Segment Start: Working data

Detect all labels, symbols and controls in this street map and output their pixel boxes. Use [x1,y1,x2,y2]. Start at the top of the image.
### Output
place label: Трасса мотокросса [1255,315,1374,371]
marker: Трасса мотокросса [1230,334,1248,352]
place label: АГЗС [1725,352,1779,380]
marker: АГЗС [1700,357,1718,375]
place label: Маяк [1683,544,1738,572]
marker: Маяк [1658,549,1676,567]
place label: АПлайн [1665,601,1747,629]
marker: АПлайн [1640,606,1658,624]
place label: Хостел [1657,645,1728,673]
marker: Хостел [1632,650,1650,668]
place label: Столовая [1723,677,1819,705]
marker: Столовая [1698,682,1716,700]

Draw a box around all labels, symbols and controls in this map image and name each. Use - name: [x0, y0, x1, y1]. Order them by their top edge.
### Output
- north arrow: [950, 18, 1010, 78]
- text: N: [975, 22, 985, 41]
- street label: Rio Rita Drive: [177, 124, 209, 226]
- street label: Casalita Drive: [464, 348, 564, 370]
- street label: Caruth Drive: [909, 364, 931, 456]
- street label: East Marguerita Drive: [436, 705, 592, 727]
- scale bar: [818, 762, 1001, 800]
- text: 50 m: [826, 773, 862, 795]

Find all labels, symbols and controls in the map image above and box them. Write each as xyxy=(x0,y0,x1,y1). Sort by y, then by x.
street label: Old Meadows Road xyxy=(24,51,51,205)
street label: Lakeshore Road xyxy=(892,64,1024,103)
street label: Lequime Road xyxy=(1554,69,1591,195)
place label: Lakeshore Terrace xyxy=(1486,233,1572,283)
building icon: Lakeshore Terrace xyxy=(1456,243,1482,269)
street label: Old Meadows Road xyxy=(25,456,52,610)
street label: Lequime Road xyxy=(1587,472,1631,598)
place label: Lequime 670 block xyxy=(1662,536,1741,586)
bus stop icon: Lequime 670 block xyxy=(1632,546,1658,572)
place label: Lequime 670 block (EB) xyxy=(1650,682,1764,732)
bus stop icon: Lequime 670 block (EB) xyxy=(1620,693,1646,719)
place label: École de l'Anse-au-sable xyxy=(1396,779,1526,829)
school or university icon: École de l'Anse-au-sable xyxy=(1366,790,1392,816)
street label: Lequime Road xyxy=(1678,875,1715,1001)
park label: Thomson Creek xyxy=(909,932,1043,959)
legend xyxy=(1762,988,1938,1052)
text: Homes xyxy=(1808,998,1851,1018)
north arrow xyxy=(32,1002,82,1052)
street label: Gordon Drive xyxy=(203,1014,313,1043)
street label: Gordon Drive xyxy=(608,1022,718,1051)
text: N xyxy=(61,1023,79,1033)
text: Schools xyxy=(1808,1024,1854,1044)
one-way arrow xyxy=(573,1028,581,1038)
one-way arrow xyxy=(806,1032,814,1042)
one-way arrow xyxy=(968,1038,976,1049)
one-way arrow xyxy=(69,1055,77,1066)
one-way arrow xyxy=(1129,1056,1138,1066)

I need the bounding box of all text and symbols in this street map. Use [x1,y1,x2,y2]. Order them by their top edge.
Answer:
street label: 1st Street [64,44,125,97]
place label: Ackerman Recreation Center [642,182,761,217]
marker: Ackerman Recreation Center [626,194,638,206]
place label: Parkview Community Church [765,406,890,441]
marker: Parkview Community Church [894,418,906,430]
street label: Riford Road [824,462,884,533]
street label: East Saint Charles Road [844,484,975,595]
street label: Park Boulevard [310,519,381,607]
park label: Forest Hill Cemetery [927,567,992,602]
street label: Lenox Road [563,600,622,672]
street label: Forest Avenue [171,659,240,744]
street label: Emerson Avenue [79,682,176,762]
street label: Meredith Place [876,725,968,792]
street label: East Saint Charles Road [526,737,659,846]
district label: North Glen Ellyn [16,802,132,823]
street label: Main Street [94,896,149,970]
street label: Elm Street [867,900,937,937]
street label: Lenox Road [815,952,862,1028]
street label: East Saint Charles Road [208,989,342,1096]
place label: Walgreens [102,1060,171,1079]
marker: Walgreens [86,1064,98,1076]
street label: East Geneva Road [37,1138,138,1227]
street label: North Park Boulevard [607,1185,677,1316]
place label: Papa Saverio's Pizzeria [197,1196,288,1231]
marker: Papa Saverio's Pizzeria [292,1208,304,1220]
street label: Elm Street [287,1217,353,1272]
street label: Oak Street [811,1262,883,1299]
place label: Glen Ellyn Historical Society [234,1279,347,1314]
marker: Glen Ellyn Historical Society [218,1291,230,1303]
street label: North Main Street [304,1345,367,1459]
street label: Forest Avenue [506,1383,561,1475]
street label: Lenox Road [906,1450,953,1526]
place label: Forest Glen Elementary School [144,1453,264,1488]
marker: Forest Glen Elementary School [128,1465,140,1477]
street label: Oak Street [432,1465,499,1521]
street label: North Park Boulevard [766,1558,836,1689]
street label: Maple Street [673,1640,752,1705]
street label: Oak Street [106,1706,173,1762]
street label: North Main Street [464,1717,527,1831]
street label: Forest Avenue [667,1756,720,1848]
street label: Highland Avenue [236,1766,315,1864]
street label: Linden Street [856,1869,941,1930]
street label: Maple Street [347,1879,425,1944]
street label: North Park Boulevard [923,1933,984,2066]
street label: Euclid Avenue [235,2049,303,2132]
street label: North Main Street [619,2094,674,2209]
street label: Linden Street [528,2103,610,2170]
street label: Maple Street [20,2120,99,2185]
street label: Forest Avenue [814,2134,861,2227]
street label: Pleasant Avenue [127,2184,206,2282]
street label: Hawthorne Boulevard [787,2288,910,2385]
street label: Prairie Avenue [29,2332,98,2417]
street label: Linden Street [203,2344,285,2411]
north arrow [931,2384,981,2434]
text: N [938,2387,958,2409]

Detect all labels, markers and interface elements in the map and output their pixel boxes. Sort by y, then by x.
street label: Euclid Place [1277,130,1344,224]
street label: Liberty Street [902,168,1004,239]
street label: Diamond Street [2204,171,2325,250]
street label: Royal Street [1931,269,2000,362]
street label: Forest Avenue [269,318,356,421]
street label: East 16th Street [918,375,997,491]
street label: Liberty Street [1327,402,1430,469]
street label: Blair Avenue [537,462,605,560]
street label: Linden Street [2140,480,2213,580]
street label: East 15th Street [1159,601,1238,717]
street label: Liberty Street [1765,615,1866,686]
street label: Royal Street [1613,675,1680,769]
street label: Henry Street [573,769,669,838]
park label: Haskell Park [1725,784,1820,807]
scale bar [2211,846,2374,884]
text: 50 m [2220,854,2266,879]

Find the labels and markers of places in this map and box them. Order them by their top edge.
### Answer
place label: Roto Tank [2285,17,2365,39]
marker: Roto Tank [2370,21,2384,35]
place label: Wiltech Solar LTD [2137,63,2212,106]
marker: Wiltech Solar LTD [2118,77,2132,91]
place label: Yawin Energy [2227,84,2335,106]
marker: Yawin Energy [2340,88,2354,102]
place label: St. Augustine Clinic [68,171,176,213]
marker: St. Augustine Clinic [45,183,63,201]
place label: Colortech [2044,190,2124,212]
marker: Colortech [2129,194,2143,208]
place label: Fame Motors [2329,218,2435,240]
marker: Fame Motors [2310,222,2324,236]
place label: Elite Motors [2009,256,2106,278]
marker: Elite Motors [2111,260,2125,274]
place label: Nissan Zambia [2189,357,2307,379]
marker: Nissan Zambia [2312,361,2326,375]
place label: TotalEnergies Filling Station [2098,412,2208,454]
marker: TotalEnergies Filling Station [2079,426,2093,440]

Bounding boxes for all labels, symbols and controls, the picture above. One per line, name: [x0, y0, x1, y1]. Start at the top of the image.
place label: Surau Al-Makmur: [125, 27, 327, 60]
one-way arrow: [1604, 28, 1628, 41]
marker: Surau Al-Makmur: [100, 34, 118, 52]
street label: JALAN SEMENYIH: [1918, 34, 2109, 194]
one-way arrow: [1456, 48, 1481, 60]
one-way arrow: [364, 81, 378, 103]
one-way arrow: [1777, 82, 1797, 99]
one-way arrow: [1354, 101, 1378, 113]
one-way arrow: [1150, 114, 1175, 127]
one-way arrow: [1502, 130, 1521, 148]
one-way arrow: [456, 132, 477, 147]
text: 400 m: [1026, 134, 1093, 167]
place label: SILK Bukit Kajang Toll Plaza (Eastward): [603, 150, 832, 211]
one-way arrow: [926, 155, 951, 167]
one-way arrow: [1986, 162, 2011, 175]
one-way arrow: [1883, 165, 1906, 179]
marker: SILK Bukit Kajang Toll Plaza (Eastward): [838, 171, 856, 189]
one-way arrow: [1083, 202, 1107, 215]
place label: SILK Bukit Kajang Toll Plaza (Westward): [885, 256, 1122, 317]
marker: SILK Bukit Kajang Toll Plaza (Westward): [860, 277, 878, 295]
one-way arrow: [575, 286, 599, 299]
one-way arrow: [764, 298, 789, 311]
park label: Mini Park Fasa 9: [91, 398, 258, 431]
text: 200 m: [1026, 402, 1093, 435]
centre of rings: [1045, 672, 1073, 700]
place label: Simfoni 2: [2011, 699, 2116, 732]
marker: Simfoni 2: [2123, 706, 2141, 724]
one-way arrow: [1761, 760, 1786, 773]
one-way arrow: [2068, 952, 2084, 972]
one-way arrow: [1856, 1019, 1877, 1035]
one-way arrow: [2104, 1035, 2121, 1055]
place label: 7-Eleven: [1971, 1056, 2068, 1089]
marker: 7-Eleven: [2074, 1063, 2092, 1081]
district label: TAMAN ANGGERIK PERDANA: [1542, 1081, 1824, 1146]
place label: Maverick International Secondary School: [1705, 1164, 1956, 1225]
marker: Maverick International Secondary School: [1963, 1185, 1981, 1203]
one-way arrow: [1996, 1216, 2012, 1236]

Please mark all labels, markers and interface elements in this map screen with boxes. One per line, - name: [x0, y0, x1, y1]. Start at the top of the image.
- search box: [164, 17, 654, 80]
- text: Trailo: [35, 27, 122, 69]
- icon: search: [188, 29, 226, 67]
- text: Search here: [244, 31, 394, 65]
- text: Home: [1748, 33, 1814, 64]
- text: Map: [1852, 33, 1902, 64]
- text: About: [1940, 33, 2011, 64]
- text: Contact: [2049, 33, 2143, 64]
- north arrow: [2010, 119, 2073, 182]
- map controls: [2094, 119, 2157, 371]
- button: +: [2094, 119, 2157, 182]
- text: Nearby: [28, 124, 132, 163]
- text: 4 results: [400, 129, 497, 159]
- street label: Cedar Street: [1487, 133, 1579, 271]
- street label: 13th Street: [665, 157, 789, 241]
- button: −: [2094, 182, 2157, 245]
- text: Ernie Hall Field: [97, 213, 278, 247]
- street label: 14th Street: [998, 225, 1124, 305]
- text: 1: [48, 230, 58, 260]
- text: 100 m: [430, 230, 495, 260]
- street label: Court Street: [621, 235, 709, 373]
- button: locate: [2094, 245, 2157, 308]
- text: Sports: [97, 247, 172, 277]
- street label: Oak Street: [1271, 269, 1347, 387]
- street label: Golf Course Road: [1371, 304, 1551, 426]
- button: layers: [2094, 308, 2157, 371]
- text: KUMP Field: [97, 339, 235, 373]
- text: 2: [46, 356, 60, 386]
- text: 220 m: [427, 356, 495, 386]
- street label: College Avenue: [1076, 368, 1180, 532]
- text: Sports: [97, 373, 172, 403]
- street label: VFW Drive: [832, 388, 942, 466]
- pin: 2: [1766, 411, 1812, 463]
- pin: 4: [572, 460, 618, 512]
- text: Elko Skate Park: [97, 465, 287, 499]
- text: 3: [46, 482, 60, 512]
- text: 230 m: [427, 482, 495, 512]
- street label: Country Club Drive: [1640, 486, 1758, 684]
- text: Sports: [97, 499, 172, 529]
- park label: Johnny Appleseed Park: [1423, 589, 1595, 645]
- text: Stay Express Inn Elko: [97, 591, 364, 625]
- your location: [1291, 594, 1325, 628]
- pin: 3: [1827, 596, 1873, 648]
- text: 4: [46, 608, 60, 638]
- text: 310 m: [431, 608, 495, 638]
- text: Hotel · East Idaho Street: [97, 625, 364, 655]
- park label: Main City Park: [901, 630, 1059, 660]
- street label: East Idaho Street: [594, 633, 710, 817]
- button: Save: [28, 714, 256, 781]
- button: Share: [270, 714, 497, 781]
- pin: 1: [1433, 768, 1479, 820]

Segment End: Working data

■ **Problem requirements**
Find the word "this" in the entries, then copy out every line that has it.

■ **Response**
Detect all labels, symbols and controls in this street map and output their pixel boxes. Use [x1,y1,x2,y2]. Start at the top of the image.
Draw a box around all labels, symbols and controls in this map image and name each. Use - name: [x0, y0, x1, y1]. Order them by their top edge.
I need the bounding box of all text and symbols in this street map. Use [x1,y1,x2,y2]. Order them by their top edge.
Find the labels and markers of places in this map and box them. Order them by their top edge.
Please mark all labels, markers and interface elements in this map screen with boxes. One per line, - name: [x0, y0, x1, y1]. Start at the top of the image.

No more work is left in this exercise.